Scientific Formatting

This helper function is used by PrintFloat32 and PrintFloat64 to call Dragon4 and output the result using scientific notation. This results in a compressed number containing the significant digits and a base-10 exponent (e.g. 123e+005 or 45678e+002).

//******************************************************************************
// Outputs the positive number with scientific notation: d.dddde[sign]ddd
// The output is always NUL terminated and the output length (not including the
// NUL) is returned.
//******************************************************************************
tU32 FormatScientific
(
	tC8 * 	pOutBuffer,			// buffer to output into
	tU32	bufferSize,			// maximum characters that can be printed to pOutBuffer
	tU64	mantissa,			// value significand
	tS32	exponent,			// value exponent in base 2
	tU32	mantissaHighBitIdx,	// index of the highest set mantissa bit
	tB		hasUnequalMargins,	// is the high margin twice as large as the low margin
	tS32	precision			// Negative prints as many digits as are needed for a unique
								//  number.
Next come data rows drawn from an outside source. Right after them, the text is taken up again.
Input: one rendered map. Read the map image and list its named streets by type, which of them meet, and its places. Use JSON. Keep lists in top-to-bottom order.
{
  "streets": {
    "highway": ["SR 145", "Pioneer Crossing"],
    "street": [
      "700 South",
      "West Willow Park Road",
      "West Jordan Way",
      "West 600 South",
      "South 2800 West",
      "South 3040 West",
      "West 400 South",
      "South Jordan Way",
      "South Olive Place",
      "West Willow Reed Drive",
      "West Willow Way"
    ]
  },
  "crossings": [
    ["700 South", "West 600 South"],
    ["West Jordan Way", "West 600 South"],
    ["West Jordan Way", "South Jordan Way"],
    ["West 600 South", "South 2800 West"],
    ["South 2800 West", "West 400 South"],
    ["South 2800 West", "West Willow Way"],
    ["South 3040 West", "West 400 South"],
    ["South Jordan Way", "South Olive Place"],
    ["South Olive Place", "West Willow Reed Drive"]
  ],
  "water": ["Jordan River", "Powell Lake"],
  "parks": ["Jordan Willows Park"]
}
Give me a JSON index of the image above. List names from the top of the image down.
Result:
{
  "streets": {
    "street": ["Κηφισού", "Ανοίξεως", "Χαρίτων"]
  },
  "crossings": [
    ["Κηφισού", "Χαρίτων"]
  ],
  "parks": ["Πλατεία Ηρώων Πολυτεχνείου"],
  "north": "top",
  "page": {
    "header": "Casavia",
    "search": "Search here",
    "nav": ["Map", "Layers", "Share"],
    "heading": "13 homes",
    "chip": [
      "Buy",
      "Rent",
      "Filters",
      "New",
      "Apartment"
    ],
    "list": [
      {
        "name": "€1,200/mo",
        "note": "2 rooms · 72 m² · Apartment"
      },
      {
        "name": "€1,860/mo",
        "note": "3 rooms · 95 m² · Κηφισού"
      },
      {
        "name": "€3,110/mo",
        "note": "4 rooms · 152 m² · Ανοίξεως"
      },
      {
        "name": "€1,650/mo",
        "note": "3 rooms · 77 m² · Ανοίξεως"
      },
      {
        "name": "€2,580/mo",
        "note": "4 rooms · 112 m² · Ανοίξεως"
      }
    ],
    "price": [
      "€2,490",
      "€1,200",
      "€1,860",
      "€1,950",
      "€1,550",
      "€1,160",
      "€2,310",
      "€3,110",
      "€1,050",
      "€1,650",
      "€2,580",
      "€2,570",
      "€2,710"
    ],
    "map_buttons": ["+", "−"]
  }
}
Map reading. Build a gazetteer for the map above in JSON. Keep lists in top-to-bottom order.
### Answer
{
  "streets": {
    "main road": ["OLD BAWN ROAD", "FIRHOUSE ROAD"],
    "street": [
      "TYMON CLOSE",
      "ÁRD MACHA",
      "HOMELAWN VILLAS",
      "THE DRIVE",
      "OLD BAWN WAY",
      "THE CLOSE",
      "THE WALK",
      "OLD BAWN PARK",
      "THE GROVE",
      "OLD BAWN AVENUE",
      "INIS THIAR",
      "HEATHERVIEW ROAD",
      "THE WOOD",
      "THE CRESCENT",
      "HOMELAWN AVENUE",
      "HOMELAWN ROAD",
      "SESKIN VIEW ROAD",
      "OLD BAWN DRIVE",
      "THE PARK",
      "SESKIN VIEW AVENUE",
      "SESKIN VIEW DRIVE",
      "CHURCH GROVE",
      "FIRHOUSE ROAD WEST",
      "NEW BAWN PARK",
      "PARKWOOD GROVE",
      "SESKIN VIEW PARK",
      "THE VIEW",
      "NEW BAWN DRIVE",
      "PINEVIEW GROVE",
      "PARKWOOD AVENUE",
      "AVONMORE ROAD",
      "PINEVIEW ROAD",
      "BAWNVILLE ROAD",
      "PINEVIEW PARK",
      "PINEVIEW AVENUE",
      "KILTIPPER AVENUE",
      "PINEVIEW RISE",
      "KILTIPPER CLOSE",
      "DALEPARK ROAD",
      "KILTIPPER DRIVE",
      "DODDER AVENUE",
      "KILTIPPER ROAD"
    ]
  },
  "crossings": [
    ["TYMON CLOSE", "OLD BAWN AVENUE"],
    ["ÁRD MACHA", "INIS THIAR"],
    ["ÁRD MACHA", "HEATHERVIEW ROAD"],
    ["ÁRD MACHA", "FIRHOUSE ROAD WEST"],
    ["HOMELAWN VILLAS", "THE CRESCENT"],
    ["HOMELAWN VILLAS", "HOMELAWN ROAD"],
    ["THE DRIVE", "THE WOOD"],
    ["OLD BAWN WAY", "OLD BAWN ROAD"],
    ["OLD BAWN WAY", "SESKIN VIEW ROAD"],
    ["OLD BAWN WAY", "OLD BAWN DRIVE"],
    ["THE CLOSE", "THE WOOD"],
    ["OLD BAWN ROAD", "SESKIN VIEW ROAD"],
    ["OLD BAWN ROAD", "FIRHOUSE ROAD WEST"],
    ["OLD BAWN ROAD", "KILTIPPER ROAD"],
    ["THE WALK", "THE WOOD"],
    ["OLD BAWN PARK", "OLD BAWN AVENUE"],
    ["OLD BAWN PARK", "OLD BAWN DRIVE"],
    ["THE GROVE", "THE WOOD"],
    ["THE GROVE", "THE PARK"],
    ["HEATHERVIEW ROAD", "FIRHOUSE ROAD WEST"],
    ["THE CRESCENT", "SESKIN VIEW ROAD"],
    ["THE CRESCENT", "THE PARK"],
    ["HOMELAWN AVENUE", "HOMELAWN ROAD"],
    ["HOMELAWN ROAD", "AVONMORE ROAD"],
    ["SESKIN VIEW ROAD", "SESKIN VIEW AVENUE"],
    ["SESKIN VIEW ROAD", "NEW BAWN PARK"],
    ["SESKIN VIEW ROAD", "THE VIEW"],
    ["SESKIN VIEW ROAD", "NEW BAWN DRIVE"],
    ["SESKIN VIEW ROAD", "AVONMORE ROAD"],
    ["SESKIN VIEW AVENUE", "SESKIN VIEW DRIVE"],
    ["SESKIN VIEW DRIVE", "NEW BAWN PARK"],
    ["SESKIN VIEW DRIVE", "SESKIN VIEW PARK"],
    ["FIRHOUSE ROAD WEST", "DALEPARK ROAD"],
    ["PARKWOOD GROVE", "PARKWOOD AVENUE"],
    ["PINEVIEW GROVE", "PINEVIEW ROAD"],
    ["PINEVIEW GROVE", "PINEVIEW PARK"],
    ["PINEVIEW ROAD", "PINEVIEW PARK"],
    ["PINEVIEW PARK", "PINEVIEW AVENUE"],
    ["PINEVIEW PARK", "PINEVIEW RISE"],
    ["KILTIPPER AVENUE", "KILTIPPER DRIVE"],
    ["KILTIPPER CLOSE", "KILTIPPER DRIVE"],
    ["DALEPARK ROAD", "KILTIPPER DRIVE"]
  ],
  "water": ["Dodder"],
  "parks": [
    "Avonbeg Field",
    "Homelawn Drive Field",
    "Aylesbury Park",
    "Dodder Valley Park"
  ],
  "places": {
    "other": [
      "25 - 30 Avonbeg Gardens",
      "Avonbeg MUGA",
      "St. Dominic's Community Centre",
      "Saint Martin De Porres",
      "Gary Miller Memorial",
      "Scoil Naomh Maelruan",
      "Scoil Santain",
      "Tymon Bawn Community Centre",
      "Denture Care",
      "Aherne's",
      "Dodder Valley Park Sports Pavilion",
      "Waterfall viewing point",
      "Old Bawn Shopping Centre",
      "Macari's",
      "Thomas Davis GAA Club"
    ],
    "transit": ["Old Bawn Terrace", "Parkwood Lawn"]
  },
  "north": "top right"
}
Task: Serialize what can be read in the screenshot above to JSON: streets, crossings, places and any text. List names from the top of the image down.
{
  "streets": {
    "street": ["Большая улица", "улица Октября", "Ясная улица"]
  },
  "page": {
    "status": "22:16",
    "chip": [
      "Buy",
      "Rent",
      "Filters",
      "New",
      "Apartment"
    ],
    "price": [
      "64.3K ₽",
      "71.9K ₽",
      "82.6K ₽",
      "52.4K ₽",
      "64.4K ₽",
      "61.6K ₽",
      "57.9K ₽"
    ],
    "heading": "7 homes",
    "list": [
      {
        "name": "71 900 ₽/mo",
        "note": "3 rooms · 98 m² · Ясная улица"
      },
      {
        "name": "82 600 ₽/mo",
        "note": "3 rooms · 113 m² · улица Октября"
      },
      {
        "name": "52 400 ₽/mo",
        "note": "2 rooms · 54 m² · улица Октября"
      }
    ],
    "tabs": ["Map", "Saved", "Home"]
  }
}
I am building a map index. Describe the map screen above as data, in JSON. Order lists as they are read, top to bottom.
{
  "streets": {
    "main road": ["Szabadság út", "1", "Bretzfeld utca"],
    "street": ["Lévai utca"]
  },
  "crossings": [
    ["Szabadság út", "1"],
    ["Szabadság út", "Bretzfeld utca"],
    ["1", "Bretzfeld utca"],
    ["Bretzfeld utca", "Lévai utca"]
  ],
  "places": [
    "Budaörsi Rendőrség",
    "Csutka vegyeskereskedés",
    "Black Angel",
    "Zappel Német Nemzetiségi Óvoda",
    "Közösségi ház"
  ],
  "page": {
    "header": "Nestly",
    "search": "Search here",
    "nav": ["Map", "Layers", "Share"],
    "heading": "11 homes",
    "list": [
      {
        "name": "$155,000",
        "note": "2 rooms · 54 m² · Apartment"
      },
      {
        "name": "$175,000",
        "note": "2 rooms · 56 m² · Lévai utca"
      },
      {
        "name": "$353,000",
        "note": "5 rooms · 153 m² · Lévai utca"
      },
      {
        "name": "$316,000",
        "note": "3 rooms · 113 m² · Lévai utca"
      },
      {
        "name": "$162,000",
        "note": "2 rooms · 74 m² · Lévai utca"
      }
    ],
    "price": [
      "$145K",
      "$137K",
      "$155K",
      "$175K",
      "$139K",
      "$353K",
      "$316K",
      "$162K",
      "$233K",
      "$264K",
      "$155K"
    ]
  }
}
Positive specifies the maximum number of
								//  significant digits to print past the decimal point.
)
{
	RJ_ASSERT(bufferSize > 0);

	tS32 printExponent;
	tU32 numPrintDigits;
		
	if (precision < 0)
	{
		numPrintDigits = Dragon4(	mantissa,
									exponent,
									mantissaHighBitIdx,
									hasUnequalMargins,
									CutoffMode_Unique,
									0,
									pOutBuffer,
									bufferSize,
									&printExponent );
	}
	else
	{
		numPrintDigits = Dragon4(	mantissa,
									exponent,
									mantissaHighBitIdx,
									hasUnequalMargins,
									CutoffMode_TotalLength,
									precision + 1,
									pOutBuffer,
									bufferSize,
									&printExponent );
	}

	RJ_ASSERT( numPrintDigits > 0 );
	RJ_ASSERT( numPrintDigits <= bufferSize );

	tC8 * pCurOut = pOutBuffer;

	// keep the whole number as the first digit
	if (bufferSize > 1)
	{
		pCurOut += 1;
		bufferSize -= 1;
	}

	// insert the decimal point prior to the fractional number
	tU32 numFractionDigits = numPrintDigits-1;
	if (numFractionDigits > 0 && bufferSize > 1)
	{
		tU32 maxFractionDigits = bufferSize-2;
		if (numFractionDigits > maxFractionDigits)
			numFractionDigits =  maxFractionDigits;

		memmove(pCurOut + 1, pCurOut, numFractionDigits);
		pCurOut[0] = '.';
		pCurOut += (1 + numFractionDigits);
		bufferSize -= (1 + numFractionDigits);
	}

	// add trailing zeros up to precision length
	if (precision > (tS32)numFractionDigits && bufferSize > 1)
	{
		// add a decimal point if this is the first fractional digit we are printing
		if (numFractionDigits == 0)
		{
			*pCurOut = '.';
			++pCurOut;
			--bufferSize;
		}

		// compute the number of trailing zeros needed
		tU32 numZeros = (precision - numFractionDigits);
		if (numZeros > bufferSize-1)
			numZeros = bufferSize-1;

		for (tC8 * pEnd = pCurOut + numZeros; pCurOut < pEnd; ++pCurOut )
			*pCurOut = '0';
	}

	// print the exponent into a local buffer and copy into output buffer
	if (bufferSize > 1)
	{
		tC8 exponentBuffer[5];
		exponentBuffer[0] = 'e';
		if (printExponent >= 0)
		{
			exponentBuffer[1] = '+';
		}
		else
		{
			exponentBuffer[1] = '-';
			printExponent = -printExponent;
		}

		RJ_ASSERT(printExponent < 1000);
		tU32 hundredsPlace	= printExponent / 100;
		tU32 tensPlace		= (printExponent - hundredsPlace*100) / 10;
		tU32 onesPlace		= (printExponent - hundredsPlace*100 - tensPlace*10);

		exponentBuffer[2] = (tC8)('0' + hundredsPlace);
		exponentBuffer[3] = (tC8)('0' + tensPlace);
		exponentBuffer[4] = (tC8)('0' + onesPlace);

		// copy the exponent buffer into the output
		tU32 maxExponentSize = bufferSize-1;
		tU32 exponentSize = (5 < maxExponentSize) ? 5 : maxExponentSize;
		memcpy( pCurOut, exponentBuffer, exponentSize );

		pCurOut += exponentSize;
		bufferSize -= exponentSize;
	}

	RJ_ASSERT( bufferSize > 0 );
	pCurOut[0] = '\0';

	return pCurOut - pOutBuffer;
}

Infinities and NaNs

These helper functions are used by PrintFloat32 and PrintFloat64 to handle the special case values. There isn't a consistant standard for printing infinities and NaNs. I've settled on outputting an infinity as "Inf" and a NaN as "NaN" followed by the hexadecimal representation of the mantissa (e.g. "NaNab03f1").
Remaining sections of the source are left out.